[The task] Search the entries for the word "Detect" and copy each line that has it.

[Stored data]
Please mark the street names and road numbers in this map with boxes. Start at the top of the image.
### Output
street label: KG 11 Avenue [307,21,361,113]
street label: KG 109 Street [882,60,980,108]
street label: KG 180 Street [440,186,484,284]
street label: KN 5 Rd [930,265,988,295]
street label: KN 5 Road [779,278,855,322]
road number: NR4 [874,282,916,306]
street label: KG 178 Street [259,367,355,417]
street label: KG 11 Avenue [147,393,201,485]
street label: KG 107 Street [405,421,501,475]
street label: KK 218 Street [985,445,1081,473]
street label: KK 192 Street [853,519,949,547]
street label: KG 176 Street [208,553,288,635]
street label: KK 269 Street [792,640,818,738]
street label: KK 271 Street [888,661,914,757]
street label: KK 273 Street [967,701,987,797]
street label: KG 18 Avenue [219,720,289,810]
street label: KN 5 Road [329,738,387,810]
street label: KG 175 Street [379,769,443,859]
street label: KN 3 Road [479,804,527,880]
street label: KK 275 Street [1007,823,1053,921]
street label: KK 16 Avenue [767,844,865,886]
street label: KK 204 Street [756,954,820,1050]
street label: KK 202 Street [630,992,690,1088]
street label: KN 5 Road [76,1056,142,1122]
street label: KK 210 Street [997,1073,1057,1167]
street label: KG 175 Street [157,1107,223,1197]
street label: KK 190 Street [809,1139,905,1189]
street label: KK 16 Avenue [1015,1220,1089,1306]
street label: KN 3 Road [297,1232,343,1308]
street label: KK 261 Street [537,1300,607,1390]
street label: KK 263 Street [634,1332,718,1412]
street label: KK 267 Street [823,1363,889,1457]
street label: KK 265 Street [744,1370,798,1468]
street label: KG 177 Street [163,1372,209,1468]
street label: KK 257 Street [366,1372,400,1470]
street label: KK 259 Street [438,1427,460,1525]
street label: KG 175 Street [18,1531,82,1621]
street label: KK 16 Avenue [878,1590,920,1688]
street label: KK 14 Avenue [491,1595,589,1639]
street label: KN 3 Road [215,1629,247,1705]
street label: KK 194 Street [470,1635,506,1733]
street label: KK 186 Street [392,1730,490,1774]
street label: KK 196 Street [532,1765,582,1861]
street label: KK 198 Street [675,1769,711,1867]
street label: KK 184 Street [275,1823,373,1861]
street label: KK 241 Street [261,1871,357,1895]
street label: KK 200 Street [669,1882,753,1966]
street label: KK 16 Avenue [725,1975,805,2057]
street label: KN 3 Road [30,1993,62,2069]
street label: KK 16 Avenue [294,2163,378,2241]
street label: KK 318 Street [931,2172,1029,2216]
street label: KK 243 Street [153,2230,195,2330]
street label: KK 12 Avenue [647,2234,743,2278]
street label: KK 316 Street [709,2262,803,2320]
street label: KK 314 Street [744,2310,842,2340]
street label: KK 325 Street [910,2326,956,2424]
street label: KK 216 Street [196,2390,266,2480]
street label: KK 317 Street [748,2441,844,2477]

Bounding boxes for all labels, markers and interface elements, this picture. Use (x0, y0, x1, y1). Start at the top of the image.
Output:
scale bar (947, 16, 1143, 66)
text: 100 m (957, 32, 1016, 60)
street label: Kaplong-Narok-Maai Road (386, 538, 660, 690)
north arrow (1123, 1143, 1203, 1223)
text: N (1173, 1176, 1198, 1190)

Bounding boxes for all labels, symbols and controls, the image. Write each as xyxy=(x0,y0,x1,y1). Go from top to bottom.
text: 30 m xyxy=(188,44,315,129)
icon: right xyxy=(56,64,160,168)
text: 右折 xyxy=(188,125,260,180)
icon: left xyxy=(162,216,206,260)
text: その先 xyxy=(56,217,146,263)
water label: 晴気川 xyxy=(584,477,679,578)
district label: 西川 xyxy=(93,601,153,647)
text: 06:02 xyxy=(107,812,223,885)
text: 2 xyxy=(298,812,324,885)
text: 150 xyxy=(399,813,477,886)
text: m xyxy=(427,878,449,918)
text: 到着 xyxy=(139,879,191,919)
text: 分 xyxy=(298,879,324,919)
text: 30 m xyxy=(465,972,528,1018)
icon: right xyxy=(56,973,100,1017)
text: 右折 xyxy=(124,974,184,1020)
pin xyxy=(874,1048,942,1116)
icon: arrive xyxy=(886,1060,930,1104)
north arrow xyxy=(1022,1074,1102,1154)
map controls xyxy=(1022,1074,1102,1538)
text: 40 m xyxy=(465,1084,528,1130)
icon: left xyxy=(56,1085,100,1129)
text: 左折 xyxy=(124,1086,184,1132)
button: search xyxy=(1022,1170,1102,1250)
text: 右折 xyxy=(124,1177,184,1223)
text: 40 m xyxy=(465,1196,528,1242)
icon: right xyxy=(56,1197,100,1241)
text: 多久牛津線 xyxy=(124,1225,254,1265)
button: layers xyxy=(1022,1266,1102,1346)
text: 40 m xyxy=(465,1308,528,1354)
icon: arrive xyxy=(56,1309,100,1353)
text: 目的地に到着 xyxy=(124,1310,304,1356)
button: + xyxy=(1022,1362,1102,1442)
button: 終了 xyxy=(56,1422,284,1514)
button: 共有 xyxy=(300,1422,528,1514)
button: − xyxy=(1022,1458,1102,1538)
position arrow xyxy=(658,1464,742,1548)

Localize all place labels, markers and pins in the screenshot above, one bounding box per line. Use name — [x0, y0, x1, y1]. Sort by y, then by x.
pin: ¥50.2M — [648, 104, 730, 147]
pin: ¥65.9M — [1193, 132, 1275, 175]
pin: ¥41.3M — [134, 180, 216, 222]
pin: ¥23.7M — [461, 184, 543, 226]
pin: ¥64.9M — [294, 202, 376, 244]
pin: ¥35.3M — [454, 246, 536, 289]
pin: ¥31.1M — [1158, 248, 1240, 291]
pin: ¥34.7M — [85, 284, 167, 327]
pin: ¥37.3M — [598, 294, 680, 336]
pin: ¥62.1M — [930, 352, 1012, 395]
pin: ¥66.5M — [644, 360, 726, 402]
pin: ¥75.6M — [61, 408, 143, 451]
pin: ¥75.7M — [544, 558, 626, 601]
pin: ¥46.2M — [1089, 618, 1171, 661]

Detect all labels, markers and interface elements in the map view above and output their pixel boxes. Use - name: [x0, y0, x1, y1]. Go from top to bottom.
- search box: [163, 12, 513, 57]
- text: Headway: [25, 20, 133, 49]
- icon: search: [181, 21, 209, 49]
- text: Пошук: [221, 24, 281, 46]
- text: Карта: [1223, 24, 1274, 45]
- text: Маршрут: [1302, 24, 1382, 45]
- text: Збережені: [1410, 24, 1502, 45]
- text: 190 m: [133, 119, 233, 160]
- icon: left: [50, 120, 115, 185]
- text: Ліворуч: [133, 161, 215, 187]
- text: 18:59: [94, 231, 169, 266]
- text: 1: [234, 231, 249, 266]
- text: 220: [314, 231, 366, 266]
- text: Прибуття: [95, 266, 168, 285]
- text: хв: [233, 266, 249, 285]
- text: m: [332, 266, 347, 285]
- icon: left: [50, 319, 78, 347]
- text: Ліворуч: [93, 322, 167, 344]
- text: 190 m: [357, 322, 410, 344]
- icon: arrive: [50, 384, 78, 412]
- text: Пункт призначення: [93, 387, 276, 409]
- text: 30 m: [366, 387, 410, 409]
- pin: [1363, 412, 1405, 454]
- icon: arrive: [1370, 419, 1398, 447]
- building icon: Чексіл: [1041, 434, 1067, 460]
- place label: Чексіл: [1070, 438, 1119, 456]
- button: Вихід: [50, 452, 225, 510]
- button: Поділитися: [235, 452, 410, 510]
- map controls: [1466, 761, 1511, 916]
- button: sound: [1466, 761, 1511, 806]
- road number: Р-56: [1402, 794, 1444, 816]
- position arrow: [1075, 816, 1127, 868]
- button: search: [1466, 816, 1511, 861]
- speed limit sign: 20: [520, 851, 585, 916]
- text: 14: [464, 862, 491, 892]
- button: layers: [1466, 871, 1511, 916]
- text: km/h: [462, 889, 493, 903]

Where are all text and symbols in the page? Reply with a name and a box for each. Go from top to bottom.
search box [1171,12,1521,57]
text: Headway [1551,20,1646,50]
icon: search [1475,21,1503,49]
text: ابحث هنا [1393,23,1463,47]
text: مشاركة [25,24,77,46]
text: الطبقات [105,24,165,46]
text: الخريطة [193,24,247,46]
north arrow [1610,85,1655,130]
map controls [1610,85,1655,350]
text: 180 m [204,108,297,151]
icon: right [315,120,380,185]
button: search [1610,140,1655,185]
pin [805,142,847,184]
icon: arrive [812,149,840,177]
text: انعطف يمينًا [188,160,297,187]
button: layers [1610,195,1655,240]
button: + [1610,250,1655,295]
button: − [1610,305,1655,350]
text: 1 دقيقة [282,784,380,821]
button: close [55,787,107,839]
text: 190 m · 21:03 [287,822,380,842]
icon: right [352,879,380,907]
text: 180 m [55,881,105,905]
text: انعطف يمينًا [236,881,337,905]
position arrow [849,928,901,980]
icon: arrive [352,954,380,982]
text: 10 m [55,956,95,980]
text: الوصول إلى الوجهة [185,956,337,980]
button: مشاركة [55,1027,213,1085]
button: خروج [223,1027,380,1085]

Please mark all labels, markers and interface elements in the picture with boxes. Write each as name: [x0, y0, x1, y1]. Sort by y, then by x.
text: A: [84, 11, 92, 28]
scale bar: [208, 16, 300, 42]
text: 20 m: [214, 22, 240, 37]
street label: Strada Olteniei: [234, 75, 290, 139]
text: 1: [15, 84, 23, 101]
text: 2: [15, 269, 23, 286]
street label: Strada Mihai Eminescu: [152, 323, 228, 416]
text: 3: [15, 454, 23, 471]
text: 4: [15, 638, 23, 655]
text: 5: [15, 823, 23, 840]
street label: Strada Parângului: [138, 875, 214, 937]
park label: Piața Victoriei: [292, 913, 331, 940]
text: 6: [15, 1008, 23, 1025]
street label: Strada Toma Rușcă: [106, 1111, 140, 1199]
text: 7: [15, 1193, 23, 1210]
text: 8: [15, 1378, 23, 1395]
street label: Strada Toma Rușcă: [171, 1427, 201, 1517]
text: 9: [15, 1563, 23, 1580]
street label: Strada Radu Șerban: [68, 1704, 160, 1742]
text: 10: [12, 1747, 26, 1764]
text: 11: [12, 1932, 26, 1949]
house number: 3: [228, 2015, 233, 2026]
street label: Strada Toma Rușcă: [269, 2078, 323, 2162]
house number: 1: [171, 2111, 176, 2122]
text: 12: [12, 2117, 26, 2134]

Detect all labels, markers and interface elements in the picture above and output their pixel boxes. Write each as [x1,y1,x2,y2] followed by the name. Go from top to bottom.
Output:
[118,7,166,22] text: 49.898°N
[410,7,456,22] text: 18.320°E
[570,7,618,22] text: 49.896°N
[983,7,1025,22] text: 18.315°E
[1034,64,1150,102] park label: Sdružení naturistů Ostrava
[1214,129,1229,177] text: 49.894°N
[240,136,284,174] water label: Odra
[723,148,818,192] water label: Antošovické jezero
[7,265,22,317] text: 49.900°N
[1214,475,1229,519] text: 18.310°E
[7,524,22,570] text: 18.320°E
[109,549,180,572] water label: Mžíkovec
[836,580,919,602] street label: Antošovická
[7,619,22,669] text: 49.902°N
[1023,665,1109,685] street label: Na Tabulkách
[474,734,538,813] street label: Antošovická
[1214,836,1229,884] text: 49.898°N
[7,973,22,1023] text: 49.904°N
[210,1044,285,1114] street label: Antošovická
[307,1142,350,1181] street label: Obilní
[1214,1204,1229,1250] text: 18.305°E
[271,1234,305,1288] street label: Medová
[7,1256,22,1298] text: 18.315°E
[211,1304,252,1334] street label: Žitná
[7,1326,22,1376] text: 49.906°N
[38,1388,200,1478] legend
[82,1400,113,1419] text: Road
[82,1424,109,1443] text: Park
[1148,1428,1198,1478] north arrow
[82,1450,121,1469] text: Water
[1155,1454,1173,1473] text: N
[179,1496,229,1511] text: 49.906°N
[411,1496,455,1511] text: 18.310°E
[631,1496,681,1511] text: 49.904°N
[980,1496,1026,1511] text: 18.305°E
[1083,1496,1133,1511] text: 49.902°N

[Answer section]
Detect all labels, markers and interface elements in the map view above and output their pixel boxes. Use - name: [x0, y0, x1, y1]. Go from top to bottom.
Detect all labels, markers and interface elements in the picture above and output their pixel boxes. Write each as [x1,y1,x2,y2] followed by the name. Go from top to bottom.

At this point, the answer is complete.